> What to work on:
Set down each entry exactly as given; pictures should not appear in the copy.

BEGIN

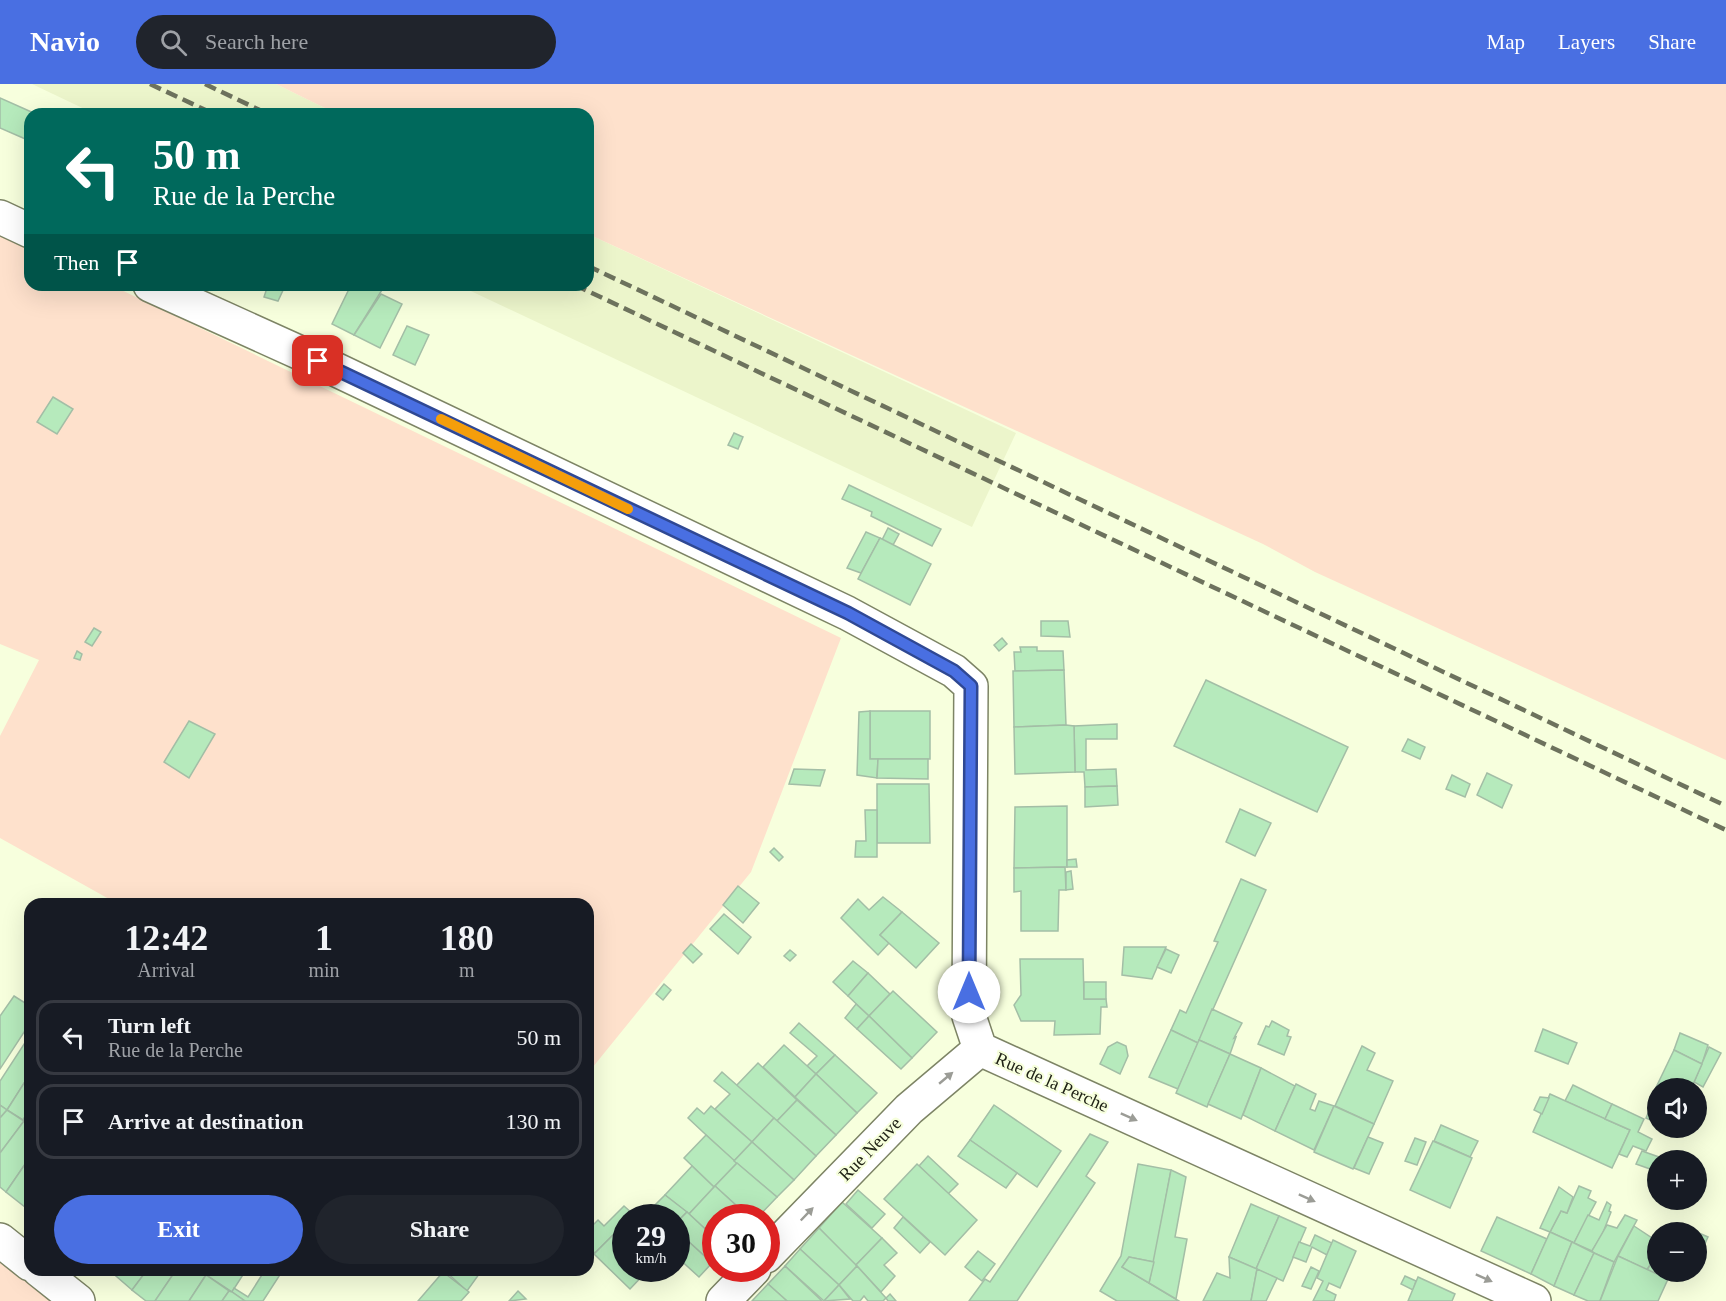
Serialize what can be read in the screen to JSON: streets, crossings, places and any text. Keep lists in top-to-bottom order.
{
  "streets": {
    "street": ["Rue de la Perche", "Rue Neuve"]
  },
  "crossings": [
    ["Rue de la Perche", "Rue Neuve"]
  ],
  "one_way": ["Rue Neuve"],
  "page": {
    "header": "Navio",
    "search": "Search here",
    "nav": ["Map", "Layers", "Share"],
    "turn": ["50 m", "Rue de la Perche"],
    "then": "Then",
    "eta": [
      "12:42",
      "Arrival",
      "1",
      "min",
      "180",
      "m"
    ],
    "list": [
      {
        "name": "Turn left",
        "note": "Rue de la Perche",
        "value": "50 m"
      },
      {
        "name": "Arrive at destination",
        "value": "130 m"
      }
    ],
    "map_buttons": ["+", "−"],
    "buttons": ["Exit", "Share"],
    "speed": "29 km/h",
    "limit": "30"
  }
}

END

> Answer to the problem:
Serialize what can be read in the screen to JSON: streets, crossings, places and any text. Keep lists in top-to-bottom order.
{
  "streets": {
    "street": ["Rue de la Perche", "Rue Neuve"]
  },
  "crossings": [
    ["Rue de la Perche", "Rue Neuve"]
  ],
  "one_way": ["Rue Neuve"],
  "page": {
    "header": "Navio",
    "search": "Search here",
    "nav": ["Map", "Layers", "Share"],
    "turn": ["50 m", "Rue de la Perche"],
    "then": "Then",
    "eta": [
      "12:42",
      "Arrival",
      "1",
      "min",
      "180",
      "m"
    ],
    "list": [
      {
        "name": "Turn left",
        "note": "Rue de la Perche",
        "value": "50 m"
      },
      {
        "name": "Arrive at destination",
        "value": "130 m"
      }
    ],
    "map_buttons": ["+", "−"],
    "buttons": ["Exit", "Share"],
    "speed": "29 km/h",
    "limit": "30"
  }
}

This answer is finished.